Saved data entries
================

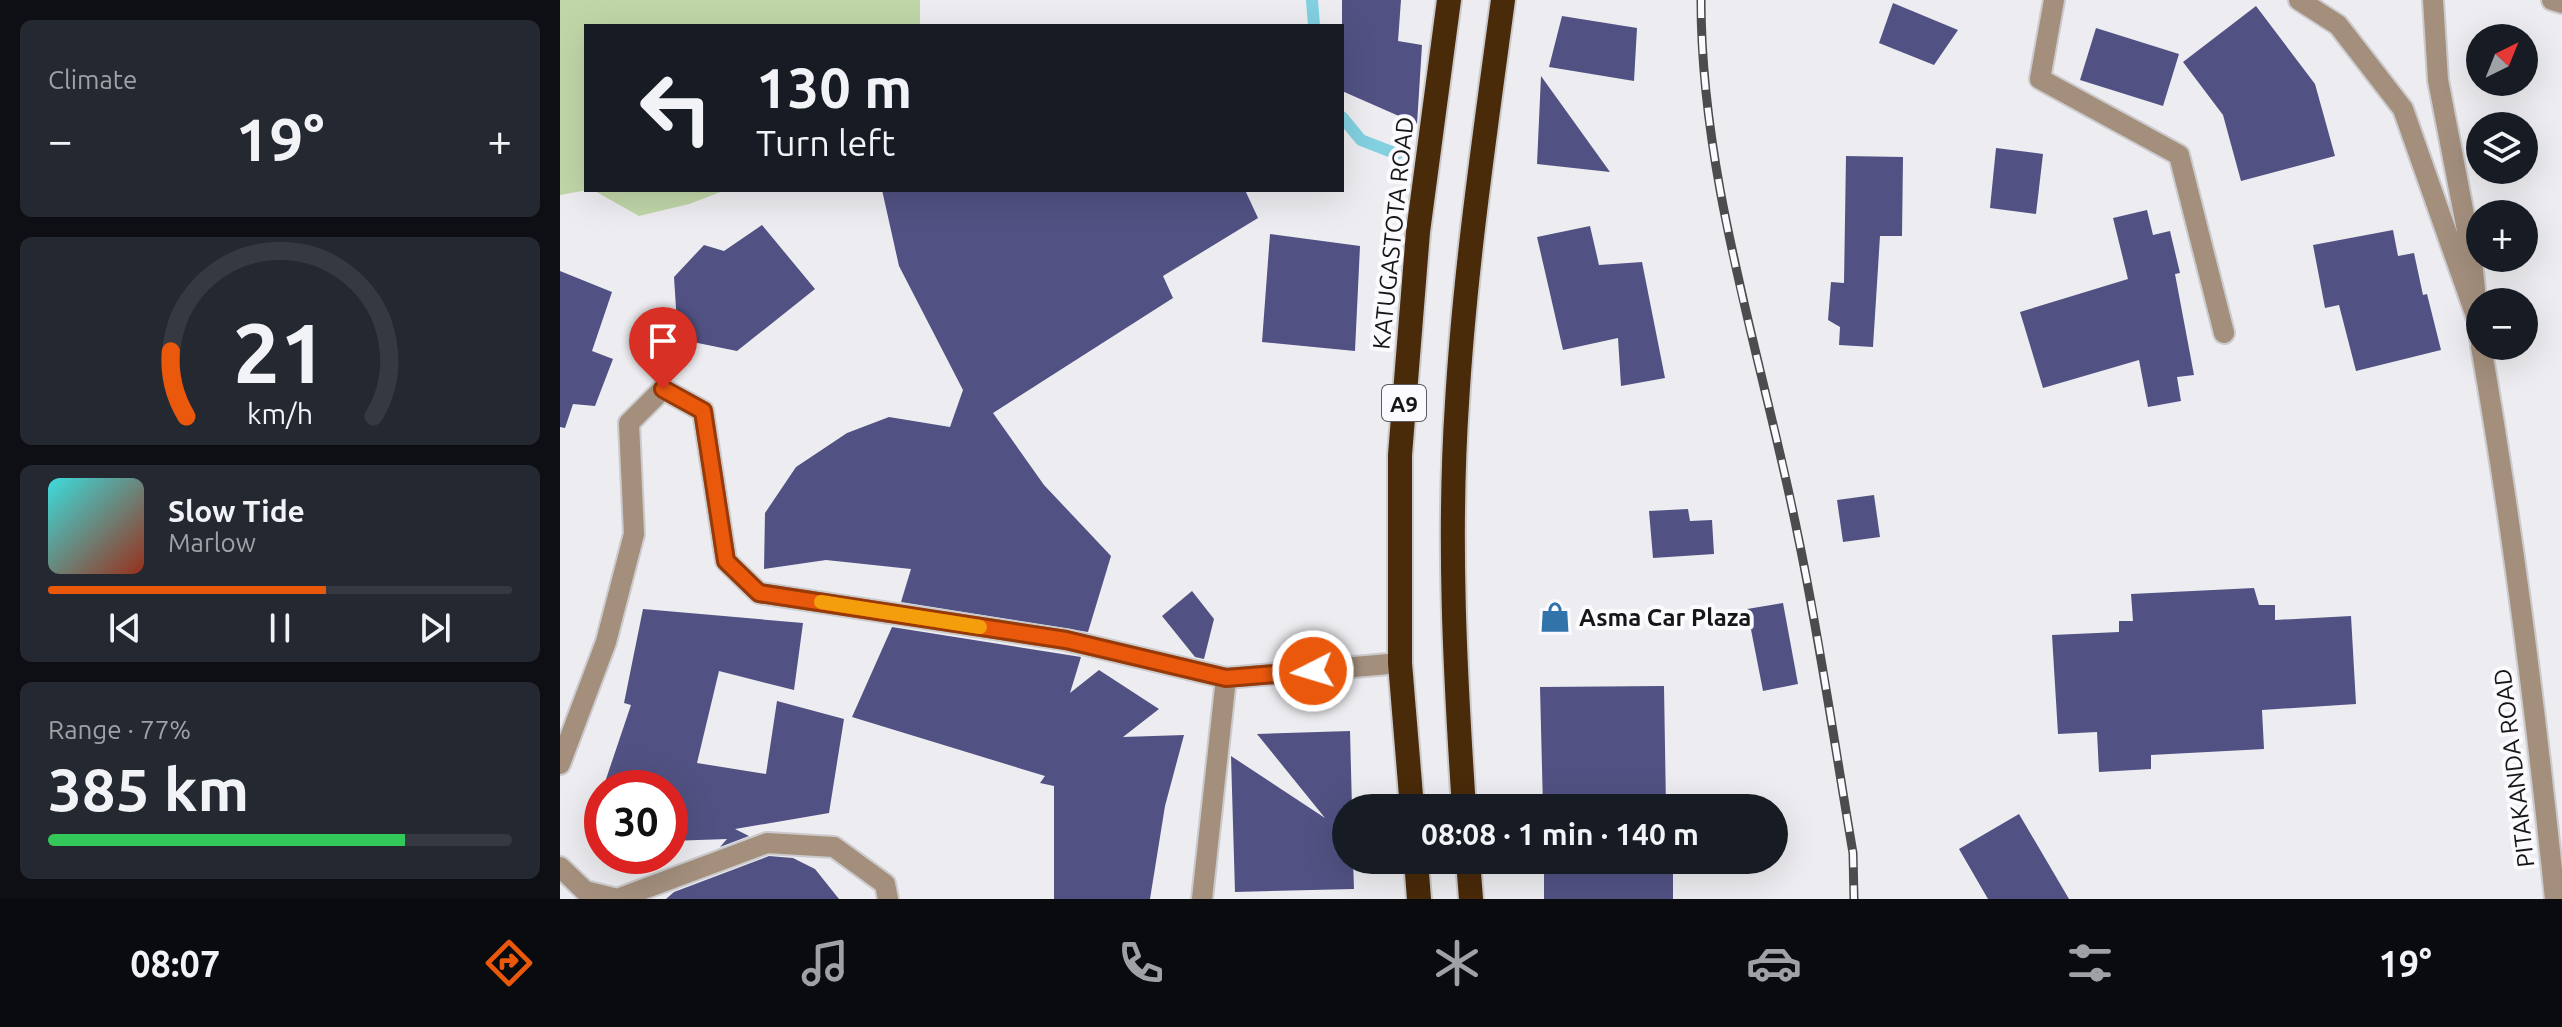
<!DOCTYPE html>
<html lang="en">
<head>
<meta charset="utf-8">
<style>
	:root { --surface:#171b24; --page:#242831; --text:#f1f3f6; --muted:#9ea1a6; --line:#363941; --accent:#ea580c }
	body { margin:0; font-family:Ubuntu,sans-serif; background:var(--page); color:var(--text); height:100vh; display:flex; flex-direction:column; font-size:30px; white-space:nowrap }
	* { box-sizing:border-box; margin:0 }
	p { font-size:26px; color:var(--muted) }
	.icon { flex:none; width:44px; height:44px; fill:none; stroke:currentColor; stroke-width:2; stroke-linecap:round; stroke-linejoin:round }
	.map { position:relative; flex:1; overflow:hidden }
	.panel { display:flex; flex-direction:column; gap:20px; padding:20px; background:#0d0f14; width:560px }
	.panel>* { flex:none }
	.hud { position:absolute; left:24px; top:24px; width:760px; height:168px; border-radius:0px; box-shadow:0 8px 32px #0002; background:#171b24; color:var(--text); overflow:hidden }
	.needle { width:52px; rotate:43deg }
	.buttons { position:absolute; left:1906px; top:24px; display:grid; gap:16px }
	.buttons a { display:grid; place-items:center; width:72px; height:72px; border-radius:50%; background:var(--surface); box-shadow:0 8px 32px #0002; font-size:40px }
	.speed { position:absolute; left:24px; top:770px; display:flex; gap:16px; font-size:40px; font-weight:700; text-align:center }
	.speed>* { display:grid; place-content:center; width:104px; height:104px; border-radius:50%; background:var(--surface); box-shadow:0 8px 32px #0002; line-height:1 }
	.speed .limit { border:12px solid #d22; background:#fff; color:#111 }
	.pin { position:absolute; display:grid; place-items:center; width:68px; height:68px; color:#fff; margin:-82px -34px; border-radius:50% 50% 50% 0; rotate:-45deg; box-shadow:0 0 8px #0007 }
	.pin .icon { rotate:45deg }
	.me { position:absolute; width:88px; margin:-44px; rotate:265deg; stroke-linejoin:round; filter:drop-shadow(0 0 6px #0008) }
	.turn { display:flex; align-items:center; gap:28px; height:168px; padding:0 40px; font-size:36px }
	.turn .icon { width:104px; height:104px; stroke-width:2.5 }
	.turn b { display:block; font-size:56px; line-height:68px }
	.big { font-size:60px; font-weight:600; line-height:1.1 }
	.panel .tile { flex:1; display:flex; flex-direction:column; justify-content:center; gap:12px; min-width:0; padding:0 28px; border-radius:12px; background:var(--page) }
	.panel .dial { align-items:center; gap:0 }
	.dial svg { height:208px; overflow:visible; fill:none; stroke:var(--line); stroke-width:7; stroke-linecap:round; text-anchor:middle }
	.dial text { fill:var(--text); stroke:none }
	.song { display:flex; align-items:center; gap:24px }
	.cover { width:96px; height:96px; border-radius:12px; background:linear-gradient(135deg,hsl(180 70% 55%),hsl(10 70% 35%)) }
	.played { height:8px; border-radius:4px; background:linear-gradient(90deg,var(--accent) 60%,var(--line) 60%) }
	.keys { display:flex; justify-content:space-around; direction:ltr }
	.heat { display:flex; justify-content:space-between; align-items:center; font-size:44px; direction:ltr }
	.charge { height:12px; border-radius:6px; background:linear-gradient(90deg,#34c759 77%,var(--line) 0) }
	.trip { position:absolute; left:772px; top:794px; width:456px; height:80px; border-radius:40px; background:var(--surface); box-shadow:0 8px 32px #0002; font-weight:600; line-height:80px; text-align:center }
	.dock { display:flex; height:128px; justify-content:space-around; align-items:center; background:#090b0e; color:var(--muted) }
	.dock .icon { width:56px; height:56px }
	.dock .active { color:var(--accent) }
	.dock b { font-size:36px; color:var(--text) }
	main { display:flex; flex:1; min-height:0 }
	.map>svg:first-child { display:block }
	.green { fill:#c0d6a8 }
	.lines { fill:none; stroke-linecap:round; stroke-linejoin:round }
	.stream { stroke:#82d0e0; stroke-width:12 }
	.building { fill:#515283 }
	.minor-casing { stroke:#cbcbce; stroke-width:24 }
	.highway-casing { stroke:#cbcbce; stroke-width:28 }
	.minor { stroke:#a48f7d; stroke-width:20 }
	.highway { stroke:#492a09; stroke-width:24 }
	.rail-casing { stroke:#4c4c4e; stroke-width:9 }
	.rail { stroke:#fbfaff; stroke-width:6; stroke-dasharray:18; stroke-linecap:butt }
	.route-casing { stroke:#983908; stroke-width:20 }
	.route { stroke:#ea580c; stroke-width:14 }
	.slow { stroke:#f59e0b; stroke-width:14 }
	.labels { text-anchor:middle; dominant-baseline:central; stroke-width:8; stroke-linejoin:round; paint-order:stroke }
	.shield { fill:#fbfaff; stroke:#5b5a5d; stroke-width:2 }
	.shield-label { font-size:22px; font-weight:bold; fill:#161617 }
	.street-label { font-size:24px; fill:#161617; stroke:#fbfaff }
	.poi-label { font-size:24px; font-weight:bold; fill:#161617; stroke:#fbfaff; text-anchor:start }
</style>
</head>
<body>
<main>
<section class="panel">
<div class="tile"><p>Climate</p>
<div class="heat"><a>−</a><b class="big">19°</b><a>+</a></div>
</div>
<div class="tile dial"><svg viewBox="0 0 100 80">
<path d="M14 69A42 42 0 1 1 86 69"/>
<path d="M14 69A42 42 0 0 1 8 44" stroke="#ea580c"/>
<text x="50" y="56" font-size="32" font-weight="700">21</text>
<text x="50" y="72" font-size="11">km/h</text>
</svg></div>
<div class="tile">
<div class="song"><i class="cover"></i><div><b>Slow Tide</b><p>Marlow</p></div></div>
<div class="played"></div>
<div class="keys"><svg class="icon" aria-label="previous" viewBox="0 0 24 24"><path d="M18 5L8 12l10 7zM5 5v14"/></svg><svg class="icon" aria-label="pause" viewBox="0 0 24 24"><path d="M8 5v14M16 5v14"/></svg><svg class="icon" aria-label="next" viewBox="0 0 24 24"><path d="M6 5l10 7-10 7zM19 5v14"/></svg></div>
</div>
<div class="tile"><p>Range · 77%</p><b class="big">385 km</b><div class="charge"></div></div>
</section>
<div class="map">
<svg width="2002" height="899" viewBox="0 0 2002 899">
	<rect width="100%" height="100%" fill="#ededf1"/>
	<path class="green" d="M0,0H360V26H26L28,190L0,195Z
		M33,190H166L129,204L79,216Z"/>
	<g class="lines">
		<path class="stream" d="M752,0L754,26
			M782,117L801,140L837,154"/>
	</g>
	<path class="building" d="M782,0H841L838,41L862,45L857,124L782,91Z
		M1333,3L1398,30L1374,65L1319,43Z
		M1696,6L1755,84L1775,156L1681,181L1663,115L1623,62Z
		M1002,16L1077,28L1074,81L989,67Z
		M1536,28L1619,54L1603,106L1520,80Z
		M981,76L1050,172L977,164Z
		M1436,148L1483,154L1476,214L1430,208Z
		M1286,156L1343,157L1342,236H1320L1313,347L1279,345L1280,327L1268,320L1271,282L1284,283Z
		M322,190H685L698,218L603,276L613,298L433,413L484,485L551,556L528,632L341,602L351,569L266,560L204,569L205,513L236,467L287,433L329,417L390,427L403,390L339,266Z
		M1587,210L1593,235L1610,231L1620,273L1615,274L1634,375L1617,377L1621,401L1588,407L1579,360L1483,388L1460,312L1568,279L1553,218Z
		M202,225L255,289L177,351L118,339L114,277L144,245L164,251Z
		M1030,226L1039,265L1082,262L1105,378L1061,386L1058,338L1003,350L977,237Z
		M1833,230L1838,256L1854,253L1863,295L1867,294L1881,350L1796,371L1779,305L1765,308L1753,245Z
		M710,234L800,246L795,351L702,342Z
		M0,271L52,292L32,351L53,359L35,406L13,404L5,428L0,427Z
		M1314,495L1320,537L1283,542L1277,500Z
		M1128,509L1130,521L1152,520L1154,554L1093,558L1089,511Z
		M1694,588L1699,605H1715V620L1791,616L1796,704L1702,710L1704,749L1591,755V769L1539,772L1537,732L1498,734L1492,635L1559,632V621H1573L1571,594Z
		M632,591L654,619L644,659L635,657L602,616Z
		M1223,603L1238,684L1203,691L1187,609Z
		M83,609L243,623L234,690L159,671L137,763L206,774L217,701L284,719L269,813L175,829L189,836L160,847L167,839L110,841V788H43L71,705L64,703Z
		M332,627L521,657L510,693L539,670L599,709L563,737L624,735L605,806L590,899H494V786L480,783L485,776L292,717Z
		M1104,686L1106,808H983L980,687Z
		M790,731L792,808H786V860H793L794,889L675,892L671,756L765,818L697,734Z
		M1459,814L1509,899H1428L1399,849Z
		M209,856L233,858L255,869L279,899H106L114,892Z
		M984,860H1113V899H984Z"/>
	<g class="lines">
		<defs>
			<path id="minor" d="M1494,0L1480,79L1619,155L1664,333
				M1739,0L1778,25L1843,109L1916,316
				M1873,0L1878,80L1911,251L1920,339
				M1992,0L2002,3
				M1921,346C1953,529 1976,714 1995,899
				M0,764L46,642L74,534L69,423L103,389L143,411L166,561L199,593L506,640L666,678L840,663
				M0,867L25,891L57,899L207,843L274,847L325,884L328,899
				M642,899L666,678"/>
			<path id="highway" d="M852,808L840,663V455L858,232L889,0
				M904,808C895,673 888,538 897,403C905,268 925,134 943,0
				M856,860L859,899
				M908,860L911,899"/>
		</defs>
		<use href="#minor" class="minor-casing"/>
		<use href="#highway" class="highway-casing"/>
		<use href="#minor" class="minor"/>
		<use href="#highway" class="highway"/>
		<defs>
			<path id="rail" d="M1141,0C1141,181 1203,360 1238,536C1260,641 1275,748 1293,853L1294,899"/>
		</defs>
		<use href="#rail" class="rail-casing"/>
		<use href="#rail" class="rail"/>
	</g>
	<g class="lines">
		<defs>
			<path id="route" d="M103,389L143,411L166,561L199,593L506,640L666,678L753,671"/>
		</defs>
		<use href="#route" class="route-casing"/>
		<use href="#route" class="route"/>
		<path class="slow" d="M261,602L420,627"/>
	</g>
	<defs>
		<symbol id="shop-bare" viewBox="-9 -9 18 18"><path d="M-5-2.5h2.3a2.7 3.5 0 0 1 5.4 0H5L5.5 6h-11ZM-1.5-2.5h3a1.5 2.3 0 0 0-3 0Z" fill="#3273aa" stroke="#fbfaff" stroke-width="2.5" paint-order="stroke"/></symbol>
	</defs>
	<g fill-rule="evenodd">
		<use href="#shop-bare" x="973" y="595" width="44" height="44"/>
	</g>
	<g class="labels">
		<rect class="shield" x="822" y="385" width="44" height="36" rx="6"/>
		<g class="shield-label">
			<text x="844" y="403">A9</text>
		</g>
		<g class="street-label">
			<text transform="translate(833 233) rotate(-84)">KATUGASTOTA ROAD</text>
			<text transform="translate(1954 768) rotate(-97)">PITAKANDA ROAD</text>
		</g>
		<g class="poi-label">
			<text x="1019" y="617">Asma Car Plaza</text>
		</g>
	</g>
</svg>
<div class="buttons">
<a><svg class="needle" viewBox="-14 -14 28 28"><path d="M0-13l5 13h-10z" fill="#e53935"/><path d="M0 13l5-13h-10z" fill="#9ea1a6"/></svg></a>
<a><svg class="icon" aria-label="layers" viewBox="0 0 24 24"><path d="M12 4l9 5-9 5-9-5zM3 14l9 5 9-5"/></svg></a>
<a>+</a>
<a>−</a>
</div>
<div class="speed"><div class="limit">30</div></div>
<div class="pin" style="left:103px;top:389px;background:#d93025"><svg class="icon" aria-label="arrive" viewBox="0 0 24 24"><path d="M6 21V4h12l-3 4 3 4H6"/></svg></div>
<svg class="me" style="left:753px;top:671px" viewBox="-20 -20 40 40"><circle r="17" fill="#ea580c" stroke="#fff" stroke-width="3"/><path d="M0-11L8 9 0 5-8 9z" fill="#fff"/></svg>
<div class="trip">08:08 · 1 min · 140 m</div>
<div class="hud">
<div class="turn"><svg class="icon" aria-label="left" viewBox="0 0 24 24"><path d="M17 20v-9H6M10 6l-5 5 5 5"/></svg><div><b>130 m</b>Turn left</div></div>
</div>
</div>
</main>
<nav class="dock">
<b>08:07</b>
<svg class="icon active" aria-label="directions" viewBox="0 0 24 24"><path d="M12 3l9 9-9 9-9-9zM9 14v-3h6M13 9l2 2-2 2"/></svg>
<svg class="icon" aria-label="music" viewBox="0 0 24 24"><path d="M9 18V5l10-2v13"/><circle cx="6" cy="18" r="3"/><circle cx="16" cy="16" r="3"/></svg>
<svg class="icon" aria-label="phone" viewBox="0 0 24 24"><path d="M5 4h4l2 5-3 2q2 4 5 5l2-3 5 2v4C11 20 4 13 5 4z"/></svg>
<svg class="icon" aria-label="climate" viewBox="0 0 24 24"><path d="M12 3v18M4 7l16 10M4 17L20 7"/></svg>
<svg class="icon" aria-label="car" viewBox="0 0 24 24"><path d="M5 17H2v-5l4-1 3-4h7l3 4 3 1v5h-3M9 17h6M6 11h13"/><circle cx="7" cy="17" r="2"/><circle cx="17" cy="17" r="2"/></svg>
<svg class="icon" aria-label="filters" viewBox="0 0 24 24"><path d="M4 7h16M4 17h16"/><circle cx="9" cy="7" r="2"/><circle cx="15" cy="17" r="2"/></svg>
<b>19°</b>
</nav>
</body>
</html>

================

__What is needed__. Your answer must be a single number: the count of lines in the records that hold the word "limit".

__Response box__. 2